:: PROMPT ::
Count every line that includes the string "white" in the entries that follow. Nothing besides the number is needed.

* * * * * * *

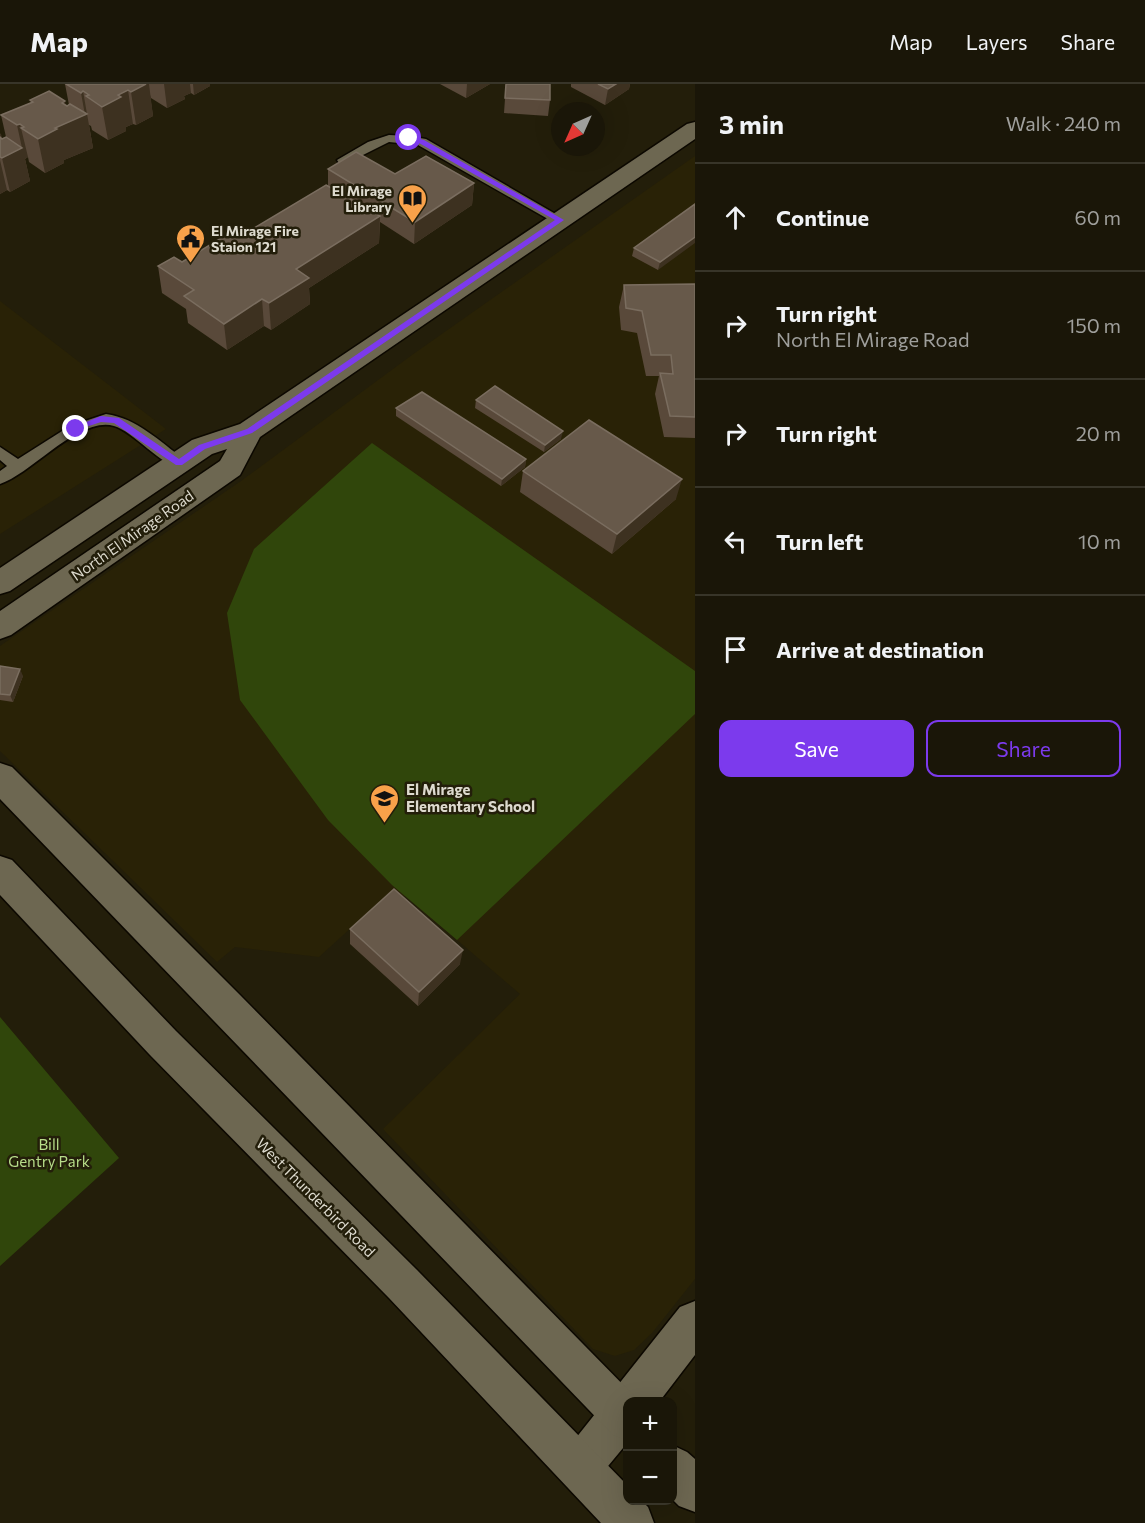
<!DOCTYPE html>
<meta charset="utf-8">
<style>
body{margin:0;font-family:Commissioner,sans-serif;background:#231f12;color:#f1f3f6}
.controls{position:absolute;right:18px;bottom:18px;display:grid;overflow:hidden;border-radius:12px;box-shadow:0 6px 24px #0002}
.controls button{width:54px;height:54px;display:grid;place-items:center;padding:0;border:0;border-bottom:2px solid #383529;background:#1a1608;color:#f1f3f6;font:30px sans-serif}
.compass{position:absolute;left:551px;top:18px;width:54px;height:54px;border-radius:50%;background:#1a1608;box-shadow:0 6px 24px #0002;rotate:225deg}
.stop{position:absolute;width:18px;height:18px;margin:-14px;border:4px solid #7c3aed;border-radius:50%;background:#fff}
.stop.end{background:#7c3aed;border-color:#fff;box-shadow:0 2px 6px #0008}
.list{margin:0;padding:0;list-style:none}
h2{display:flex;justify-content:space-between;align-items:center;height:78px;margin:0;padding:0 24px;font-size:26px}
h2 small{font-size:20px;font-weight:400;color:#9f9f9c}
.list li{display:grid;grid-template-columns:39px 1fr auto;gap:18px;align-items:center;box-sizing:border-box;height:108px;padding:0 24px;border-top:2px solid #383529}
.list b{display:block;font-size:22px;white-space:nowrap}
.list p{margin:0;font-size:20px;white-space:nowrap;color:#9f9f9c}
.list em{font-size:20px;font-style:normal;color:#9f9f9c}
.actions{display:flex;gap:12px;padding:18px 24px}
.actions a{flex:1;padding:14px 0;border:2px solid #7c3aed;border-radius:12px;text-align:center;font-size:21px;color:#7c3aed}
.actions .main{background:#7c3aed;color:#fff}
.icon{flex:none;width:33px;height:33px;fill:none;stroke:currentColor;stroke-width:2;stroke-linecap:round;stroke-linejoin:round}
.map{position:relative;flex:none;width:695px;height:1439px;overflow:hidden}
header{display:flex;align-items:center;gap:36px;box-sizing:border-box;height:84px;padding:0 30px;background:#1a1608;border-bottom:2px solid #383529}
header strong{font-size:28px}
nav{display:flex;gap:33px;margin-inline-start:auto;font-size:21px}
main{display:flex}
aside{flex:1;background:#1a1608}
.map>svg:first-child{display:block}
.built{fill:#292206}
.green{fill:#30460b}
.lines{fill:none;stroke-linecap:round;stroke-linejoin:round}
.service-casing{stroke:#0c0800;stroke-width:3}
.minor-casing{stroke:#0c0800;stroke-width:3}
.secondary-casing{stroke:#0c0800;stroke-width:3}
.service{fill:#6d6751;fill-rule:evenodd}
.minor{fill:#6d6751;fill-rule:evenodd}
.secondary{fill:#6d6751;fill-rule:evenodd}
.wall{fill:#59493a}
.shaded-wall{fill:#3d3120}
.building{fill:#67594a;stroke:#7a6d5f;stroke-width:1.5}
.route{fill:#7c3aed}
.labels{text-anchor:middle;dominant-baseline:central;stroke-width:5;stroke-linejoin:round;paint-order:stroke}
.far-poi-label{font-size:14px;font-weight:bold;fill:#dddace;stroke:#231e0a;text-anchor:end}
.street-label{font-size:15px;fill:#dddace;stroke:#231e0a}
.poi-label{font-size:15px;font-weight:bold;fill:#dddace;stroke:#231e0a;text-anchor:start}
.park-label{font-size:15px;fill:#b7dd89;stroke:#231e0a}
</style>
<header>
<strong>Map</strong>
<nav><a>Map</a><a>Layers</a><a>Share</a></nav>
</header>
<main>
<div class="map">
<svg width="695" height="1439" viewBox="0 0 695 1439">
<rect width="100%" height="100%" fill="#231e0a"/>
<!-- built -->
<path class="built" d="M695,72V1195L652,1249L634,1266L615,1272L593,1265L383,1045L520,910L406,812H386L319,873L235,863L217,878L0,667V562L241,397L412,271Z
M0,217L166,345L0,450Z"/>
<!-- green -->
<path class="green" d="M372,359L695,587V630L457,856L392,801L328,736L240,616L227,529L254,465Z
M0,933L119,1074L0,1182Z"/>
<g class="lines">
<defs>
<path id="service" d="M389,51L409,52L426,55L566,136L565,139H555L418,61L389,58L347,79H339L337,76L368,58Z
M106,330C137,334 160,358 184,375L187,379L184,383C166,388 134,347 114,342C79,332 30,391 0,400V387L7,382L0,376V363L18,375L70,342Z"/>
<path id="minor" d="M695,1217V1271L659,1318H628V1358L594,1399L579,1406L564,1399L557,1384L564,1369L680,1223Z"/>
<path id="secondary" d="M695,38V55L260,353L240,391L11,551L0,555V527L220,377L227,365L212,370L10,507L0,510V484L192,356L240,340L687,40Z
M0,679L12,683L240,911L640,1318H628V1357L613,1351L0,715Z
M0,772L12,776L176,947L417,1186L628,1402V1416H641L648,1423L654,1439H601L389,1214L150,971L0,811Z
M672,1361L687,1368L695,1375V1428L679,1422L672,1415Z"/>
</defs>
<!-- service casing -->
<use href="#service" class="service-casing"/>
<!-- minor casing -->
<use href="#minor" class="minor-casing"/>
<!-- secondary casing -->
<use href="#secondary" class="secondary-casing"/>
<!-- service -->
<use href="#service" class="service"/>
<!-- minor -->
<use href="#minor" class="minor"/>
<!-- secondary -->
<use href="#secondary" class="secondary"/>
</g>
<!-- wall -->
<path class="wall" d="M65,0H210V2L194,11L191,9L184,12L185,15L167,24L151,14L150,11L153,32L136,41L133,40L126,43V47L108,56L92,46L91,42L89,41L93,64L64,76V79L45,89L29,78L28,73L25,75L30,97L10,108L7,106L0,110V49L2,55L6,53L1,31L31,19L30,16L67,22L69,21Z
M440,0H490L466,14Z
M506,0H550V16L548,32L504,29Z
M571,0H630L629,5L605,21L571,3Z
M328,85L395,90L474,99L472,121L414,160L380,138L379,159L309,204L310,220L271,246L264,242L227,266L188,239L186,225L162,209L158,182L182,178L244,150L328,102Z
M695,120L658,186L632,172L634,164Z
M695,200V354L664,353L655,310L659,292H646L637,249L621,246L619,223L624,201Z
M476,316L561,355L544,368L475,324Z
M396,324L526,375L525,383L501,402L396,332Z
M523,387L676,415L612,470L520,408Z
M0,582L23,592L13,618L0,616Z
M350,845L460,880L418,922L350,860Z"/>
<!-- shaded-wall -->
<path class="shaded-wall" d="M145,0H149L153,32L136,41L131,8Z
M164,0H190L191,9L184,12L185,15L167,24Z
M193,0H210V2L194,11Z
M467,0H490L466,14Z
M616,0H630L629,5L605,21L608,5Z
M128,6L133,40L126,43V47L108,56L102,23L118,11Z
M83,7L93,64L64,76V79L45,89L38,55L55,44L62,19L65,17L69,38L85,31L81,9Z
M20,40L28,73L25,75L30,97L10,108L2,74L0,63V50H1L7,72L22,64L17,41Z
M0,76L7,106L0,110Z
M474,99L472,121L414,160L415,138Z
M380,132L379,159L309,204L310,220L271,246L269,219L296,185Z
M695,153V159L658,186L660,178Z
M262,215L264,242L227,266L224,240Z
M563,347L561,355L544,368L545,361Z
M526,375L525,383L501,402L502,395Z
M682,395L676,415L612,470L617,450Z
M20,585L23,592L13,618L10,611Z
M463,866L460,880L418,922L419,908Z"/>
<!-- building -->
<path class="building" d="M66,0H146L131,8L128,6L118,11L121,13L102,23L86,12L89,11L83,7L81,9Z
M506,0H550V16L505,14Z
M598,0H616L608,5Z
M49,7L65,17L62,19L67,22L70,20L87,30L55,44L57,45L38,55L21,44L24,43L20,40L17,41L1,31L33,18L30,16Z
M0,53L2,55L6,53L22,64L2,74L0,73Z
M356,68L395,90L426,72L474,99L415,138L328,85Z
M326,101L380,132L296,185L309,194L269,219L262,215L224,240L184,212L194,206L158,182L174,173L182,178L236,145L244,150Z
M695,120V153L660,178L634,164Z
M695,200V333L670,332L660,289L673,290L671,271H651L642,227L626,224L624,201Z
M495,302L563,347L545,361L476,316Z
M422,308L526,375L502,395L396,324Z
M589,336L682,395L617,450L523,387Z
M0,582L20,585L10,611L0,610Z
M394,805L463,866L419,908L350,845Z"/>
<!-- route -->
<path class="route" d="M409,52L424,56L564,136L252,349L205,365L182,381H176L114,339L101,338L74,347V343L101,332L119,334L179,375L199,361L247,345L555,136L419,59L406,55Z"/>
<!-- icons -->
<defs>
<symbol id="library-pin" viewBox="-11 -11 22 30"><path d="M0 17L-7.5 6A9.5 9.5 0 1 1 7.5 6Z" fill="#f8a14a" stroke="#231e0a"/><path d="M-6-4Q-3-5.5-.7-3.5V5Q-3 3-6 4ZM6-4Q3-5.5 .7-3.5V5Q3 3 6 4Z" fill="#111"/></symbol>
<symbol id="civic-pin" viewBox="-11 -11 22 30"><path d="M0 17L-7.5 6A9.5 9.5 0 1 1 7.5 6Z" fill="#f8a14a" stroke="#231e0a"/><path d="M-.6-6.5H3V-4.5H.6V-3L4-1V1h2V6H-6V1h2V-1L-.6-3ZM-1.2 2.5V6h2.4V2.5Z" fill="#111"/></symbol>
<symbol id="school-pin" viewBox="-11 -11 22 30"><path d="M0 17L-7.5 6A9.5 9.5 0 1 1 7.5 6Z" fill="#f8a14a" stroke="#231e0a"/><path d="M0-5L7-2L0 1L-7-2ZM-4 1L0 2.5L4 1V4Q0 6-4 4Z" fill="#111"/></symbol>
</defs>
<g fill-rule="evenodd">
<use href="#library-pin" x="396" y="98" width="33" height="45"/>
<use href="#civic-pin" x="174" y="138" width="33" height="45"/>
<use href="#school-pin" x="368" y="698" width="33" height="45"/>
</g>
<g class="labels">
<!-- far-poi labels -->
<g class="far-poi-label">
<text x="392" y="106">El Mirage<tspan x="392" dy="16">Library</tspan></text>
<text x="211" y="146" text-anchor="start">El Mirage Fire<tspan x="211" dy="16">Staion 121</tspan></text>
</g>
<!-- street labels -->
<g class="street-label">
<text transform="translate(132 451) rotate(-35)">North El Mirage Road</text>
<text transform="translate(316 1113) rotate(45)">West Thunderbird Road</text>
</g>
<!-- poi labels -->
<g class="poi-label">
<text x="406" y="705">El Mirage<tspan x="406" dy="17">Elementary School</tspan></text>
</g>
<!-- park labels -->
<g class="park-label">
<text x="49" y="1060">Bill<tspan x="49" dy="17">Gentry Park</tspan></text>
</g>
</g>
</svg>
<div class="controls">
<button>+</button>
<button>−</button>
</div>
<svg class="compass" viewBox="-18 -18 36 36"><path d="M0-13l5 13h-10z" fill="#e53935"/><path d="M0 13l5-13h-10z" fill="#9f9f9c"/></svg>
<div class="stop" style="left:409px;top:54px"></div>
<div class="stop end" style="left:76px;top:345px"></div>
</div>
<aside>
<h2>3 min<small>Walk · 240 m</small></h2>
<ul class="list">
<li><svg class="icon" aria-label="ahead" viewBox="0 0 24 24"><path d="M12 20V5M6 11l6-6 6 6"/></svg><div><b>Continue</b></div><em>60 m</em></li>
<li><svg class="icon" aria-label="right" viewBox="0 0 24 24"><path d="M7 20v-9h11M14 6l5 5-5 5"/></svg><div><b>Turn right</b><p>North El Mirage Road</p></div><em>150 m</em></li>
<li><svg class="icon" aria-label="right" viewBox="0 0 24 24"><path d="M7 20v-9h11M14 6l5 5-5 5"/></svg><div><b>Turn right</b></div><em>20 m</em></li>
<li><svg class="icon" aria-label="left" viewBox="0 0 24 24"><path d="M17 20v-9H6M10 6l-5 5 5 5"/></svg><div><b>Turn left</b></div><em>10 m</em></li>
<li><svg class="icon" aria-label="arrive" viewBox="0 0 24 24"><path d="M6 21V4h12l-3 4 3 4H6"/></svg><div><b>Arrive at destination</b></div></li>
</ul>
<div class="actions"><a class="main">Save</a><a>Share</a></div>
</aside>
</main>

* * * * * * *

:: SOLUTION BELOW ::
2